● **PROBLEM REQUIREMENTS**: When you answer, restate the entries below without altering anything.

START RECORDS SHOWN

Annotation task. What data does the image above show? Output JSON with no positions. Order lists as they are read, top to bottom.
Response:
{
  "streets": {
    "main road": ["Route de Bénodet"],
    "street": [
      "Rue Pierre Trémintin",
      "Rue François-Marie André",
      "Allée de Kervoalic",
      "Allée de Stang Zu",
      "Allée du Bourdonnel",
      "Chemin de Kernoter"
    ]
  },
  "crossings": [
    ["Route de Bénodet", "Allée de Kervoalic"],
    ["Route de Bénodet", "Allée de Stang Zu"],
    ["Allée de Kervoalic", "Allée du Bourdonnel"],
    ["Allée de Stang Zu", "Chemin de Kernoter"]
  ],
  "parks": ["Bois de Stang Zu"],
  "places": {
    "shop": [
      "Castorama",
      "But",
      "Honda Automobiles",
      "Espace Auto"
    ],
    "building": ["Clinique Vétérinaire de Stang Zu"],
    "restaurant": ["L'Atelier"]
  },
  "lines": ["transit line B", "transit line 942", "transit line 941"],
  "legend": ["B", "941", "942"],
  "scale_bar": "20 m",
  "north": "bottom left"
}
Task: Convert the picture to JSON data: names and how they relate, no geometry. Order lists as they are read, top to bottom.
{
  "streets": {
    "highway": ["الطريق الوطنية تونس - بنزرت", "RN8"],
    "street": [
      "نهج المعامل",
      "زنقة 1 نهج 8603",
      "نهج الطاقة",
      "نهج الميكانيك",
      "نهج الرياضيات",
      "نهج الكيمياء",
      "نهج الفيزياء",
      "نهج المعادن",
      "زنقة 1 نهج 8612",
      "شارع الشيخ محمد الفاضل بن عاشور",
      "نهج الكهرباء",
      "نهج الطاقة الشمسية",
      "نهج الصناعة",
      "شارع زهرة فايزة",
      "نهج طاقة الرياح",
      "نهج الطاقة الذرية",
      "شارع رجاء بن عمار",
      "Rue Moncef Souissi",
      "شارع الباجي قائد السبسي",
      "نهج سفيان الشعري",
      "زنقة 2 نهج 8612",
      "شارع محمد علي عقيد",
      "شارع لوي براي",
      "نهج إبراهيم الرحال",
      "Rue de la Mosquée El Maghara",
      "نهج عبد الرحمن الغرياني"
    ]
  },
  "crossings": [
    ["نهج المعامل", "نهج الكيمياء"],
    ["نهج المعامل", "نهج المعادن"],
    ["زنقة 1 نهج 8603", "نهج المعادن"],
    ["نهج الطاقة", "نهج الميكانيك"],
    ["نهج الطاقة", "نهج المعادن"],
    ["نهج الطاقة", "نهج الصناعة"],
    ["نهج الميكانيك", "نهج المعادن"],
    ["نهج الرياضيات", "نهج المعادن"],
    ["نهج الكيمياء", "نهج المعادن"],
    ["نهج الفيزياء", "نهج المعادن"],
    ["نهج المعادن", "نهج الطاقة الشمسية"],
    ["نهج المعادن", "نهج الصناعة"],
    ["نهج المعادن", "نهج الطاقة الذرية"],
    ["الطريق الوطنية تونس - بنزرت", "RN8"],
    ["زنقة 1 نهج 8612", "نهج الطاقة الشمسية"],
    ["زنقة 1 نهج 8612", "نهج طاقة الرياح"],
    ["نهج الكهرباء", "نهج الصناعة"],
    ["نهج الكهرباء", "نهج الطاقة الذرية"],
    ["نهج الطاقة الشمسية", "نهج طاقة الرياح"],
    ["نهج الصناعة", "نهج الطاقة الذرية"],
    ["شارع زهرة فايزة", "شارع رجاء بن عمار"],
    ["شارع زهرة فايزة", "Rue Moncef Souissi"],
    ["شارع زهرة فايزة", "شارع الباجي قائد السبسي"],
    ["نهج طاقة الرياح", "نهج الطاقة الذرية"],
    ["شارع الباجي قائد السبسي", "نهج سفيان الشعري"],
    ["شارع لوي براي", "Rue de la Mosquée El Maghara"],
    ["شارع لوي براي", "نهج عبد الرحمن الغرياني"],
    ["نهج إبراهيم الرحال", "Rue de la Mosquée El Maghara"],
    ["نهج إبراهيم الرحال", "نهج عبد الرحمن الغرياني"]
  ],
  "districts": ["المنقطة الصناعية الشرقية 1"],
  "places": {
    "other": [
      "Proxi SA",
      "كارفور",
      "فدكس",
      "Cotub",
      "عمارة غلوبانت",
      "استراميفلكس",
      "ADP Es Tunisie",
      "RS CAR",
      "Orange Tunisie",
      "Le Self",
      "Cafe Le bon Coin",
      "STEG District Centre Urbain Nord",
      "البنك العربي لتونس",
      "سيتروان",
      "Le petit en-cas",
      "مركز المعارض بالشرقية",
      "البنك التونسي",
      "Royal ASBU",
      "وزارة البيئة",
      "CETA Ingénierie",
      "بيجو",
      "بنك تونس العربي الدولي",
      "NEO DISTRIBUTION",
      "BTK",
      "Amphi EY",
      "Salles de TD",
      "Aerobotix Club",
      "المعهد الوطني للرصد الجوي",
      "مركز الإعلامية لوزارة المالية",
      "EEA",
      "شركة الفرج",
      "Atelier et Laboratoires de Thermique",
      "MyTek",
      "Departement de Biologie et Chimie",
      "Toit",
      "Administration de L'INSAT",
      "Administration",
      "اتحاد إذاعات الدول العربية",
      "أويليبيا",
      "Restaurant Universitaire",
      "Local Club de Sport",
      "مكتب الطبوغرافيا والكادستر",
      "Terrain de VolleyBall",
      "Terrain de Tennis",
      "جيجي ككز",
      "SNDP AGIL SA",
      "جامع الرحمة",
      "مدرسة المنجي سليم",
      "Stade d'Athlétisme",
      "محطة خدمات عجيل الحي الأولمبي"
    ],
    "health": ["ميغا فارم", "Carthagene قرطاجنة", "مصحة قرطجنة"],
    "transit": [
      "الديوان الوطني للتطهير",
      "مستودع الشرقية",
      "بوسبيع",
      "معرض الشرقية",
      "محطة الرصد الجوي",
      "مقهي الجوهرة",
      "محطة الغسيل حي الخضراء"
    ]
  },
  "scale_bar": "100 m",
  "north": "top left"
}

END RECORDS SHOWN

● **RESULT**:
Annotation task. What data does the image above show? Output JSON with no positions. Order lists as they are read, top to bottom.
Response:
{
  "streets": {
    "main road": ["Route de Bénodet"],
    "street": [
      "Rue Pierre Trémintin",
      "Rue François-Marie André",
      "Allée de Kervoalic",
      "Allée de Stang Zu",
      "Allée du Bourdonnel",
      "Chemin de Kernoter"
    ]
  },
  "crossings": [
    ["Route de Bénodet", "Allée de Kervoalic"],
    ["Route de Bénodet", "Allée de Stang Zu"],
    ["Allée de Kervoalic", "Allée du Bourdonnel"],
    ["Allée de Stang Zu", "Chemin de Kernoter"]
  ],
  "parks": ["Bois de Stang Zu"],
  "places": {
    "shop": [
      "Castorama",
      "But",
      "Honda Automobiles",
      "Espace Auto"
    ],
    "building": ["Clinique Vétérinaire de Stang Zu"],
    "restaurant": ["L'Atelier"]
  },
  "lines": ["transit line B", "transit line 942", "transit line 941"],
  "legend": ["B", "941", "942"],
  "scale_bar": "20 m",
  "north": "bottom left"
}
Task: Convert the picture to JSON data: names and how they relate, no geometry. Order lists as they are read, top to bottom.
{
  "streets": {
    "highway": ["الطريق الوطنية تونس - بنزرت", "RN8"],
    "street": [
      "نهج المعامل",
      "زنقة 1 نهج 8603",
      "نهج الطاقة",
      "نهج الميكانيك",
      "نهج الرياضيات",
      "نهج الكيمياء",
      "نهج الفيزياء",
      "نهج المعادن",
      "زنقة 1 نهج 8612",
      "شارع الشيخ محمد الفاضل بن عاشور",
      "نهج الكهرباء",
      "نهج الطاقة الشمسية",
      "نهج الصناعة",
      "شارع زهرة فايزة",
      "نهج طاقة الرياح",
      "نهج الطاقة الذرية",
      "شارع رجاء بن عمار",
      "Rue Moncef Souissi",
      "شارع الباجي قائد السبسي",
      "نهج سفيان الشعري",
      "زنقة 2 نهج 8612",
      "شارع محمد علي عقيد",
      "شارع لوي براي",
      "نهج إبراهيم الرحال",
      "Rue de la Mosquée El Maghara",
      "نهج عبد الرحمن الغرياني"
    ]
  },
  "crossings": [
    ["نهج المعامل", "نهج الكيمياء"],
    ["نهج المعامل", "نهج المعادن"],
    ["زنقة 1 نهج 8603", "نهج المعادن"],
    ["نهج الطاقة", "نهج الميكانيك"],
    ["نهج الطاقة", "نهج المعادن"],
    ["نهج الطاقة", "نهج الصناعة"],
    ["نهج الميكانيك", "نهج المعادن"],
    ["نهج الرياضيات", "نهج المعادن"],
    ["نهج الكيمياء", "نهج المعادن"],
    ["نهج الفيزياء", "نهج المعادن"],
    ["نهج المعادن", "نهج الطاقة الشمسية"],
    ["نهج المعادن", "نهج الصناعة"],
    ["نهج المعادن", "نهج الطاقة الذرية"],
    ["الطريق الوطنية تونس - بنزرت", "RN8"],
    ["زنقة 1 نهج 8612", "نهج الطاقة الشمسية"],
    ["زنقة 1 نهج 8612", "نهج طاقة الرياح"],
    ["نهج الكهرباء", "نهج الصناعة"],
    ["نهج الكهرباء", "نهج الطاقة الذرية"],
    ["نهج الطاقة الشمسية", "نهج طاقة الرياح"],
    ["نهج الصناعة", "نهج الطاقة الذرية"],
    ["شارع زهرة فايزة", "شارع رجاء بن عمار"],
    ["شارع زهرة فايزة", "Rue Moncef Souissi"],
    ["شارع زهرة فايزة", "شارع الباجي قائد السبسي"],
    ["نهج طاقة الرياح", "نهج الطاقة الذرية"],
    ["شارع الباجي قائد السبسي", "نهج سفيان الشعري"],
    ["شارع لوي براي", "Rue de la Mosquée El Maghara"],
    ["شارع لوي براي", "نهج عبد الرحمن الغرياني"],
    ["نهج إبراهيم الرحال", "Rue de la Mosquée El Maghara"],
    ["نهج إبراهيم الرحال", "نهج عبد الرحمن الغرياني"]
  ],
  "districts": ["المنقطة الصناعية الشرقية 1"],
  "places": {
    "other": [
      "Proxi SA",
      "كارفور",
      "فدكس",
      "Cotub",
      "عمارة غلوبانت",
      "استراميفلكس",
      "ADP Es Tunisie",
      "RS CAR",
      "Orange Tunisie",
      "Le Self",
      "Cafe Le bon Coin",
      "STEG District Centre Urbain Nord",
      "البنك العربي لتونس",
      "سيتروان",
      "Le petit en-cas",
      "مركز المعارض بالشرقية",
      "البنك التونسي",
      "Royal ASBU",
      "وزارة البيئة",
      "CETA Ingénierie",
      "بيجو",
      "بنك تونس العربي الدولي",
      "NEO DISTRIBUTION",
      "BTK",
      "Amphi EY",
      "Salles de TD",
      "Aerobotix Club",
      "المعهد الوطني للرصد الجوي",
      "مركز الإعلامية لوزارة المالية",
      "EEA",
      "شركة الفرج",
      "Atelier et Laboratoires de Thermique",
      "MyTek",
      "Departement de Biologie et Chimie",
      "Toit",
      "Administration de L'INSAT",
      "Administration",
      "اتحاد إذاعات الدول العربية",
      "أويليبيا",
      "Restaurant Universitaire",
      "Local Club de Sport",
      "مكتب الطبوغرافيا والكادستر",
      "Terrain de VolleyBall",
      "Terrain de Tennis",
      "جيجي ككز",
      "SNDP AGIL SA",
      "جامع الرحمة",
      "مدرسة المنجي سليم",
      "Stade d'Athlétisme",
      "محطة خدمات عجيل الحي الأولمبي"
    ],
    "health": ["ميغا فارم", "Carthagene قرطاجنة", "مصحة قرطجنة"],
    "transit": [
      "الديوان الوطني للتطهير",
      "مستودع الشرقية",
      "بوسبيع",
      "معرض الشرقية",
      "محطة الرصد الجوي",
      "مقهي الجوهرة",
      "محطة الغسيل حي الخضراء"
    ]
  },
  "scale_bar": "100 m",
  "north": "top left"
}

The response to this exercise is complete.